_Prompt:_ Whenever a line below includes the string "nowrap", show it.

_Records supplied:_
+++

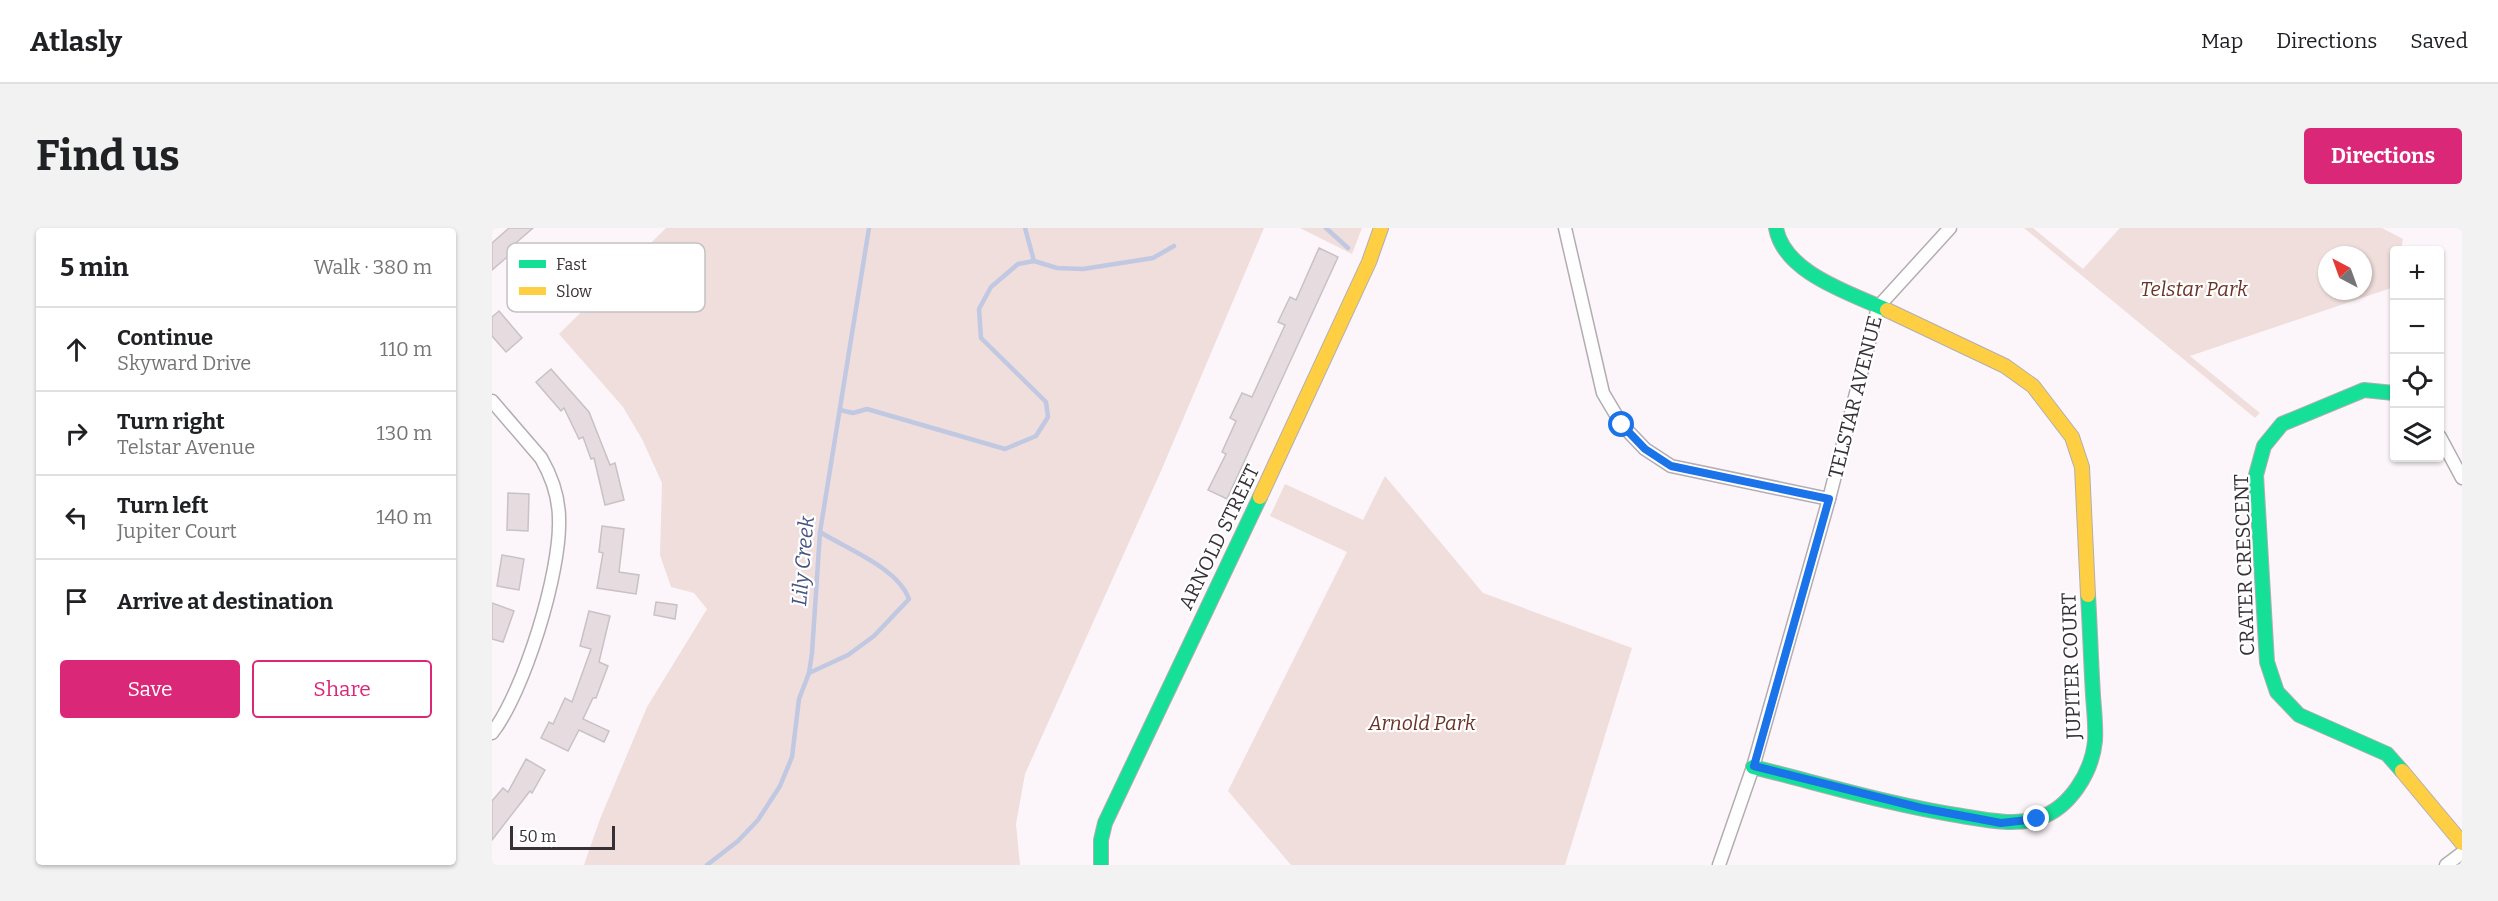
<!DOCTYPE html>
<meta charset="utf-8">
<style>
body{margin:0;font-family:Bitter,serif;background:#f2f2f2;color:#202124}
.controls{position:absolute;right:18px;top:18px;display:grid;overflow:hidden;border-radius:6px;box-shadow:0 2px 4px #0004}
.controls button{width:54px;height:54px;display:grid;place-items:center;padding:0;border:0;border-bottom:2px solid #e0e0e0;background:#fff;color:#202124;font:30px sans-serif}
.compass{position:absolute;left:1826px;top:18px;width:54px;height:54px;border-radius:50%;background:#fff;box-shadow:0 2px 4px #0004;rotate:319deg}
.scale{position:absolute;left:18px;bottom:15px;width:105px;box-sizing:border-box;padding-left:6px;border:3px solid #373136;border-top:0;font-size:16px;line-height:21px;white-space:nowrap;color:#373136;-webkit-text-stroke:4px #fff;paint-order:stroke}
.stop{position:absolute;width:18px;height:18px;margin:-14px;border:4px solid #1a73e8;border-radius:50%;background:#fff}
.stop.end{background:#1a73e8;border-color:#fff;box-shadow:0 2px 6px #0008}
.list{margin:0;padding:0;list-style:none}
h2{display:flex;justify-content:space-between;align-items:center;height:78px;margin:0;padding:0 24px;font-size:26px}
h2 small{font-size:20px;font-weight:400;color:#757577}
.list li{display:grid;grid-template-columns:39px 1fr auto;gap:18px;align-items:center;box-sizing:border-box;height:84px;padding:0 24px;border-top:2px solid #e0e0e0}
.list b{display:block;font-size:22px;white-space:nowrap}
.list p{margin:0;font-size:20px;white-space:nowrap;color:#757577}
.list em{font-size:20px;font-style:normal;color:#757577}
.actions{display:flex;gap:12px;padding:18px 24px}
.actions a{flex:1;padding:14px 0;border:2px solid #db2777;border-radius:6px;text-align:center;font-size:21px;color:#db2777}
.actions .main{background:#db2777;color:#fff}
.icon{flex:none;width:33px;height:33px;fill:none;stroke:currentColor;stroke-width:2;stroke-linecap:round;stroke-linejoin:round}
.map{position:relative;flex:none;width:1970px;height:637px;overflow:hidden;border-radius:6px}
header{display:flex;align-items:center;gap:36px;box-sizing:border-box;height:84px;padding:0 30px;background:#fff;border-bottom:2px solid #e0e0e0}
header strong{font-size:28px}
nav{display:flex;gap:33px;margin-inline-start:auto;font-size:21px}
.intro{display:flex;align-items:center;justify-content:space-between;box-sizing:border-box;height:144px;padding:0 36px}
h1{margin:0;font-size:42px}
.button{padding:15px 27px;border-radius:6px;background:#db2777;color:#fff;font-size:21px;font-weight:700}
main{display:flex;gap:36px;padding:0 36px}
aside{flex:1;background:#fff;border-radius:6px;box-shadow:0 2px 4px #0004}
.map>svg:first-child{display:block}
</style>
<header>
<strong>Atlasly</strong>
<nav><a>Map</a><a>Directions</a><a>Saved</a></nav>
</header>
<div class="intro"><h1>Find us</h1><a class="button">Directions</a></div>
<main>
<aside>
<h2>5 min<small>Walk · 380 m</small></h2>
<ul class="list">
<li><svg class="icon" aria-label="ahead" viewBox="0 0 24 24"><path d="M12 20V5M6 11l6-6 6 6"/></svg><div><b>Continue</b><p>Skyward Drive</p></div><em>110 m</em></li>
<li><svg class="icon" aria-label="right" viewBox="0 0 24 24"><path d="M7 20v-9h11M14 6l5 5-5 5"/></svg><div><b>Turn right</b><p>Telstar Avenue</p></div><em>130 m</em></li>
<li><svg class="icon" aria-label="left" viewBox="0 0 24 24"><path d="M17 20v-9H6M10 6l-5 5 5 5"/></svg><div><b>Turn left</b><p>Jupiter Court</p></div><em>140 m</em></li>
<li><svg class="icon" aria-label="arrive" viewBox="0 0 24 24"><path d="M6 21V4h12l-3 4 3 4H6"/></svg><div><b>Arrive at destination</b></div></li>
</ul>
<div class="actions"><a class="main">Save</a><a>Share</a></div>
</aside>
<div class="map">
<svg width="1970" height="637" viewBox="0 0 1970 637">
<rect width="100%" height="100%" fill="#fcf6fb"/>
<g fill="#efdedc" fill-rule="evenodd">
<polygon points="174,0 772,0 669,243 533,546 524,596 528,637 92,637 108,591 155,479 215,381 202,365 179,359 168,327 170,255 150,211 131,179 67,106"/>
<polygon points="808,0 870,0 860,26"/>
<path d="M1532 0H1541L1591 41 1628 0H1890L1911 11 1909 22H1902V47L1899 60 1698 128 1768 185 1763 190ZM1835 27H1871V63H1835Z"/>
<polygon points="893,248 991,365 1140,420 1073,637 799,637 736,563 855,324 778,288 793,256 871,292"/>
</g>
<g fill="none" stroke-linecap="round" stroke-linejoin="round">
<g stroke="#c1c8e2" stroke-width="4.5">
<polyline points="533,0 542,33"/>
<polyline points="834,0 856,20"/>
<polyline points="348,182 361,185 375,181 513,221 544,208 556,189 554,174 489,110 487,81 499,59 526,36 542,33 565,40 591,41 661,30 682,18"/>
<path d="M317 445 356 427 382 408 417 371C406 340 355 321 328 304"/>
<polyline points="215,637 246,613 266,592 288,558 300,529 307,471 317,445 320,425 328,304 377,0"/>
</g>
</g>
<g fill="#e6dbdf" stroke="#c8c2c5" stroke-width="1.5">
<polygon points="17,0 41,0 18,20 21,24 0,42 0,15"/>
<polygon points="827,20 846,29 735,271 716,262 734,226 730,224 744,193 738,190 750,165 760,169 793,97 786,94 798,69 804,72"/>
<polygon points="7,83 30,110 14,124 0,108 0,89"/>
<polygon points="59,141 97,184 118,237 123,235 132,272 113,277 102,230 99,231 91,209 87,211 72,180 69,183 44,154"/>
<polygon points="16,265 37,266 36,303 15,302"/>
<polygon points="110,298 132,301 127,344 147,347 144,366 105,360 111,325 107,324"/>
<polygon points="10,327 32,331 27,362 5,358"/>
<polygon points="164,374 185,377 183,391 162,387"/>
<polygon points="0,375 22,383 11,414 0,411"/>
<polygon points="97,383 118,388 107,434 116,438 104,470 101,470 91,491 117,503 112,514 87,502 76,523 49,510 57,494 61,496 73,470 80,474 99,421 88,418"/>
<polygon points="34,531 53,542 40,565 38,563 0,612 0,573 11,560 16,564"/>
</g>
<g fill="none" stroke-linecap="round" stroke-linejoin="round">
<defs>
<g id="street">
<polyline points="1073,0 1111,165 1130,197 1153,221 1179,238 1337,271"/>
<path d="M0 173 49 230C60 249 67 269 67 291 69 344 32 464 0 505"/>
<polyline points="1948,209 1970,250"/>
<polyline points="1227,637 1261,539 1337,271 1386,79 1458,0"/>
<polyline points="1954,637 1970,625"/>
</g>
<g id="fast">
<path d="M1284 0C1292 45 1358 65 1395 82"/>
<polyline points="1902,165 1872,162 1790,196 1772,218 1764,247 1775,434 1785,464 1807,487 1895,526 1910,543"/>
<path d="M1261 539C1330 556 1399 577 1470 588 1494 592 1523 598 1547 590 1578 580 1600 544 1603 513 1604 498 1602 482 1601 467 1599 434 1598 400 1596 367"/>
<polyline points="609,637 609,612 613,595 768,269"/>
</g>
<g id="slow">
<polyline points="1395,82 1513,138 1541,158 1580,209 1590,239 1596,367"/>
<polyline points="768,269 877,34 889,0"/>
<polyline points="1910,543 1970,615"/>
</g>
</defs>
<use href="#street" stroke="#b3adb2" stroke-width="15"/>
<use href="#fast" stroke="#b3adb2" stroke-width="16"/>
<use href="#slow" stroke="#b3adb2" stroke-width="16"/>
<use href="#street" stroke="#fffefe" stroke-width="12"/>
<use href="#fast" stroke="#16e098" stroke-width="14"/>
<use href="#slow" stroke="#ffcf43" stroke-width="14"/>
</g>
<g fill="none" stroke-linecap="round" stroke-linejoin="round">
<polyline stroke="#1a73e8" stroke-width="8" points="1130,197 1153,221 1179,238 1337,271 1262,538 1429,580 1509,595 1545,591"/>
</g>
<g text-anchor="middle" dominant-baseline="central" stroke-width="4.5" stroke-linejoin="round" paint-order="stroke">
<g font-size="20" font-style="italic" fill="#6b3327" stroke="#fff">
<text x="1702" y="61">Telstar Park</text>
<text x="930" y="495">Arnold Park</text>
</g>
<g font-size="20" fill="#373136" stroke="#fff">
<text transform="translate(1363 169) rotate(-76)">TELSTAR AVENUE</text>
<text transform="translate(727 309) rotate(-64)">ARNOLD STREET</text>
<text transform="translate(1752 337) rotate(-92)">CRATER CRESCENT</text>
<text transform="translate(1579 438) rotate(-92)">JUPITER COURT</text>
</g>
<g font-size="21" font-style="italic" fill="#455384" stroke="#fff">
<text transform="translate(311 333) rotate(-85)">Lily Creek</text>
</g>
</g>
<rect x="15" y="15" width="198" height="69" rx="9" fill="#fff" stroke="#c3c1c3" stroke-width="1.5"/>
<rect x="27" y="32" width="27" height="8" fill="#16e098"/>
<rect x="27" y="59" width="27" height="8" fill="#ffcf43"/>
<g font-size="16" fill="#373136">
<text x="64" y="42">Fast</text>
<text x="64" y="69">Slow</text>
</g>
</svg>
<div class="controls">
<button>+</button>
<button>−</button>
<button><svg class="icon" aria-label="locate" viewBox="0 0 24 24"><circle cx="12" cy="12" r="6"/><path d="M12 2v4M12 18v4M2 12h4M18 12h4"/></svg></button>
<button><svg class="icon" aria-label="layers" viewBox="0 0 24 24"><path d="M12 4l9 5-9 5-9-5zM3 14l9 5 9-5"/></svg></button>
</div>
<svg class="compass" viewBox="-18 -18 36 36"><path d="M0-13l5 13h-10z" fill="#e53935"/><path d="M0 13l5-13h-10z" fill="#757577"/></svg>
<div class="scale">50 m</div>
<div class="stop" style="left:1130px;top:197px"></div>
<div class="stop end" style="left:1545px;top:591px"></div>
</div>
</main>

+++

_Solution for this exercise:_
.scale{position:absolute;left:18px;bottom:15px;width:105px;box-sizing:border-box;padding-left:6px;border:3px solid #373136;border-top:0;font-size:16px;line-height:21px;white-space:nowrap;color:#373136;-webkit-text-stroke:4px #fff;paint-order:stroke}
.list b{display:block;font-size:22px;white-space:nowrap}
.list p{margin:0;font-size:20px;white-space:nowrap;color:#757577}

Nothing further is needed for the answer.